▶ _Goal of the exercise_
Your task is to count the lines of the records that contain "controls". Answer with the number and nothing else.

Start of Block

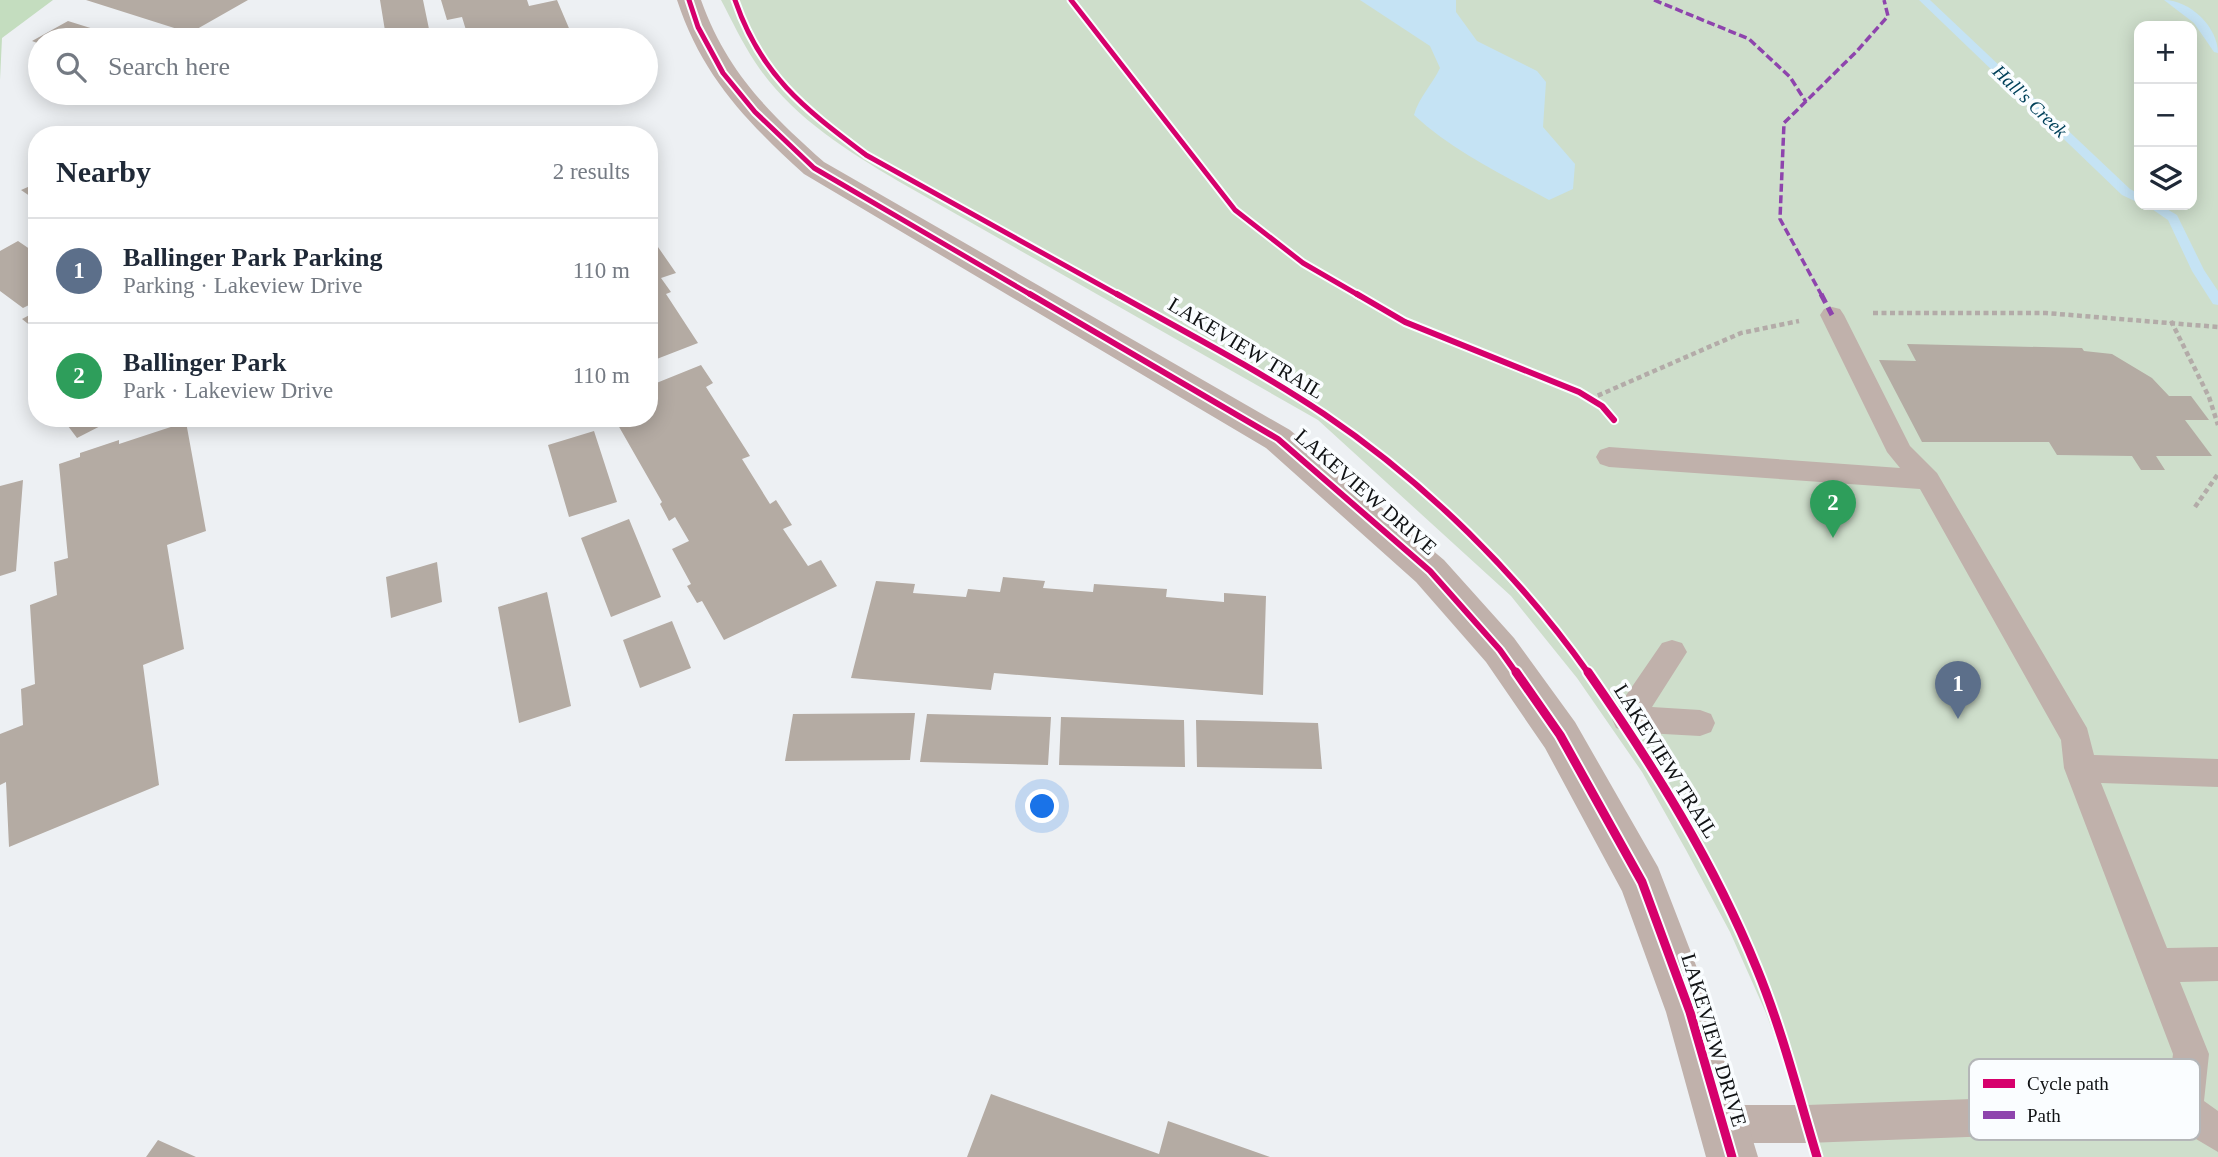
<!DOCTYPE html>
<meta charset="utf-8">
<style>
:root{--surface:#fff;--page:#f2f2f3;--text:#1f2937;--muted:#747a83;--line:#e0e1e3;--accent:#5d6062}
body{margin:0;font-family:Georgia,serif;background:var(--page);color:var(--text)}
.controls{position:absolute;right:21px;top:21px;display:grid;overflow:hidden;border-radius:14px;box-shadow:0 4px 18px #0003}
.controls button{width:63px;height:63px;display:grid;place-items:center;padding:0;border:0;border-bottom:2px solid var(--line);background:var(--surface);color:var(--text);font:35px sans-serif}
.you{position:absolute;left:1043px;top:807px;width:24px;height:24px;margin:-18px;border:5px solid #fff;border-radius:50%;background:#1a73e8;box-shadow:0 0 0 10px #1a73e833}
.badge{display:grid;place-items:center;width:46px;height:46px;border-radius:50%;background:var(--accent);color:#fff;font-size:23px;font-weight:700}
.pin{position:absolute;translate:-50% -58px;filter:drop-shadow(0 2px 4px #0008)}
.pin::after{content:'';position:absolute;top:37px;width:24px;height:21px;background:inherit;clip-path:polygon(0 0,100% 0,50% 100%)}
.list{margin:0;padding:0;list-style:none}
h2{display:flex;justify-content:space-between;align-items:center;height:91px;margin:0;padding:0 28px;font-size:30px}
h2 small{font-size:23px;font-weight:400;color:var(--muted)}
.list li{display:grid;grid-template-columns:46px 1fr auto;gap:21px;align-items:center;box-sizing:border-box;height:105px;padding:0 28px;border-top:2px solid var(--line)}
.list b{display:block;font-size:26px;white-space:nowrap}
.list p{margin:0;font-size:23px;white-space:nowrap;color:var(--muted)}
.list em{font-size:23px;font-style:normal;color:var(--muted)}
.icon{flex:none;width:38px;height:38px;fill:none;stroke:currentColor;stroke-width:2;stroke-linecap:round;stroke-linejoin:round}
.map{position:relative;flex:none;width:2218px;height:1157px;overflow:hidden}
.search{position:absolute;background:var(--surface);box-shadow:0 4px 18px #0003;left:28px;top:28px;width:630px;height:77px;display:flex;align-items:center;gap:18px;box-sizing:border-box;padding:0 24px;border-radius:38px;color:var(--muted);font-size:26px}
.panel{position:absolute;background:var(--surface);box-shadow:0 4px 18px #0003;left:28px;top:126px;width:630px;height:301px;border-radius:28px}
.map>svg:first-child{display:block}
.green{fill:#cedecb;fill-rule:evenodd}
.forest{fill:#c4ddbf}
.water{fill:#c5e3f4}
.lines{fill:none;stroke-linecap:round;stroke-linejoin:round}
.stream{fill:#c5e3f4;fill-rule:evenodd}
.building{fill:#b4aba3}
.path{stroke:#b3aba8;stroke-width:4.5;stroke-dasharray:5 3.5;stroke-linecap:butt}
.service{fill:#c0b1ab;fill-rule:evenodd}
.tertiary{fill:#c0b1ab;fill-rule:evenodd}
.quiet-far1{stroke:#8e44ad;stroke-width:3.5;stroke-dasharray:8 3.5;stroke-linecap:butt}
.quiet{stroke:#8e44ad;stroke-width:5;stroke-dasharray:10 5;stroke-linecap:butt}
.cycleway-far2-casing{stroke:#fafdff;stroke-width:9}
.cycleway-far1-casing{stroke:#fafdff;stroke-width:10}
.cycleway-casing{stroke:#fafdff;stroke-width:13}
.cycleway-far2{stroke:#d6006c;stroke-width:5}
.cycleway-far1{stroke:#d6006c;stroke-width:6}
.cycleway{stroke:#d6006c;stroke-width:9}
.labels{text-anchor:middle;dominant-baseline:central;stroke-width:7;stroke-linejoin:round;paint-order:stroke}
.far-water-label{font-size:19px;font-style:italic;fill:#00415a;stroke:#fafdff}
.street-label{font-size:21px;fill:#101214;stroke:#fafdff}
.key{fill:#fafdff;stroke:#b4b6b8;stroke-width:2}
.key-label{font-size:19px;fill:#101214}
</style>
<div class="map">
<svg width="2218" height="1157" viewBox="0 0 2218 1157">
<rect width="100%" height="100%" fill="#edf0f3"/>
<path class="green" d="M721,0H2218V1157H1819L1766,1013L1730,932L1686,850L1642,772L1577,678L1511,596L1318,420L898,181C844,149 790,115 755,62C742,42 732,21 721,0ZM2139,26H2192V205H2139Z"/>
<path class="forest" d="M0,0H53L2,38L0,80Z"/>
<path class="water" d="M1360,0H1456V12L1477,41L1537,71L1546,82L1543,127L1575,164L1573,189L1549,200C1502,174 1454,152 1414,115C1419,97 1432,85 1440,68L1430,46Z"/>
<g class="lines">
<path class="stream" d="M1919,0H1930L2130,189L2139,194V203L2122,195Z
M2164,0C2190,0 2218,27 2218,53L2214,52L2194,23Z
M2146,205H2160L2177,215L2204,270L2218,291V305L2213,304L2192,271L2168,220Z"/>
</g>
<path class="building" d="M86,0H248L190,33Z
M380,0H423L429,29L386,37Z
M441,0H527L529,6L557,0L574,40H469L462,17L447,20Z
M68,21L129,40H40V44L32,41Z
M37,183V201L21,190Z
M649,234L676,273L661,278L671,292L666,294L698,343L649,362Z
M18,241L37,254V301L23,308L0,291V251Z
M37,311V331L22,319Z
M1907,344L2082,348L2084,351L2112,354L2152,378L2169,396H2191L2209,420H2185L2212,456H2156L2165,470H2141L2132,456L2057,455L2049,442H1922L1879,360L1916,361Z
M701,365L713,383L706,387L750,456L742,459L770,504L776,500L792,525L783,529L808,566L821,560L837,586L724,640L702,601L697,603L687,586L691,584L672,549L689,541L675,517L669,521L660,504L662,502L614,418H649V386Z
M62,418H116L77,438Z
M186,422L206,531L167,545L184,649L143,665L159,785L9,847L6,782L0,785V734L23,725L21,689L35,684L30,605L57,595L54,562L68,558L59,464L80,457V453L119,440V444Z
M594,431L617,502L569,517L548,445Z
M23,480L16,571L0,576V486Z
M629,519L661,597L611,617L581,538Z
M437,562L442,602L391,618L386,577Z
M1003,577L1045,581L1043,588L1093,592L1094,584L1167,589L1166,597L1224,602V593L1266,596L1263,695L994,673L991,690L851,678L876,581L915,584L913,593L966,597L968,589L1000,592Z
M547,592L571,706L519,723L498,607Z
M672,621L691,668L640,688L623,640Z
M915,713L910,760L785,761L793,714Z
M927,714L1051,717L1048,765L920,762Z
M1061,717L1184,720L1185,767L1059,765Z
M1196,720L1318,723L1322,769L1197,767Z
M991,1094L1159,1154L1168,1121L1270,1157H967Z
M158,1140L196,1157H146Z"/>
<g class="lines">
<path class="path" d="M1873,313H2046L2218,327
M2171,321L2209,397L2218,425
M1590,399L1741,333L1799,321
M2195,507L2218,474"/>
<path class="service" d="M1832,307L1840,309L1844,315L1910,446L1937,473L2087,728L2094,755L2218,759V787L2101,783L2167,948L2218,947V981L2180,982L2209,1054L2204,1101L2218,1111V1152L2179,1129L1807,1143H1722L1709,1137L1703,1124L1709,1111L1722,1105H1807L2168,1092L2173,1054L2064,768L2061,740L1920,489L1609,467L1600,464L1596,457L1600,450L1609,447L1900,468L1887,452L1820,315L1824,309Z
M1672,640L1682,643L1687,652L1652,707L1700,710L1711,714L1715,723L1711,732L1700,736L1627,732L1616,728L1612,719L1616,710L1662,643Z"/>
<path class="tertiary" d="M677,0H701C727,72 768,112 824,162L1290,430L1444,560L1514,638L1575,722L1658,867L1714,1012L1758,1157H1706L1666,1012L1622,891L1545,748L1486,662L1416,582L1266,448L804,174C746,121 702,76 677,0Z"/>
<path class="quiet-far1" d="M1654,0L1749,39L1790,77L1806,102
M1822,296L1780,219L1784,123L1857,51L1888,16L1884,0"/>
<path class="quiet" d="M1821,294L1832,315"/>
<g class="cycleway-far2-casing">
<path id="cycleway-far2" d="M689,0L698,27L723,73L755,112L814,168L1033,296
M735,0C761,76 804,108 866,155L1120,296
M1071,0L1235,210L1303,263L1360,296"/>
</g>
<g class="cycleway-far1-casing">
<path id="cycleway-far1" d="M1030,294L1278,439L1430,571L1500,650L1517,674
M1117,294C1187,333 1258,370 1324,414C1426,483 1518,574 1589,674
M1357,294L1405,322L1579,392L1602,406L1614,420"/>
</g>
<g class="cycleway-casing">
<path id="cycleway" d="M1516,672L1560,735L1642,882L1690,1012L1732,1157
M1588,672C1653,765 1714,863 1757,969C1782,1030 1798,1094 1817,1157"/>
</g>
<use href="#cycleway-far2" class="cycleway-far2"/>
<use href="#cycleway-far1" class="cycleway-far1"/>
<use href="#cycleway" class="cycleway"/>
</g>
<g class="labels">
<g class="far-water-label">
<text transform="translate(2030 101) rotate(44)">Hall's Creek</text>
</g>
<g class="street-label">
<text transform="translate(1246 348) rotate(31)">LAKEVIEW TRAIL</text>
<text transform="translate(1366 492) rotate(41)">LAKEVIEW DRIVE</text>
<text transform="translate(1666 761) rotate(58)">LAKEVIEW TRAIL</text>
<text transform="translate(1714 1040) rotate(73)">LAKEVIEW DRIVE</text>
</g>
</g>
<rect x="1969" y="1059" width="231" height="81" rx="10" class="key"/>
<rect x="1983" y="1079" width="32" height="9" fill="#d6006c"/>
<rect x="1983" y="1111" width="32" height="8" fill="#8e44ad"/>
<g class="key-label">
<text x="2027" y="1090">Cycle path</text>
<text x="2027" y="1122">Path</text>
</g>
</svg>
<div class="controls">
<button>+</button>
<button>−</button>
<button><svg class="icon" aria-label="layers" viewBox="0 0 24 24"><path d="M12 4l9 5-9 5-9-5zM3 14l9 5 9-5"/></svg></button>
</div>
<div class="you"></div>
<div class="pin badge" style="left:1958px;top:719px;background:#5c6f8a">1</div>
<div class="pin badge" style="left:1833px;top:538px;background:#2e9e5b">2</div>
<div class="search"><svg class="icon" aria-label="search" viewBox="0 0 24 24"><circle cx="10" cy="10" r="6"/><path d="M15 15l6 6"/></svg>Search here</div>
<section class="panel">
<h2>Nearby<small>2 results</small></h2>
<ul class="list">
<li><span class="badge" style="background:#5c6f8a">1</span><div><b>Ballinger Park Parking</b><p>Parking · Lakeview Drive</p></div><em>110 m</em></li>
<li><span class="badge" style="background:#2e9e5b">2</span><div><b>Ballinger Park</b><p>Park · Lakeview Drive</p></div><em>110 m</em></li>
</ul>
</section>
</div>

End of Block

▶ _Your solution_
3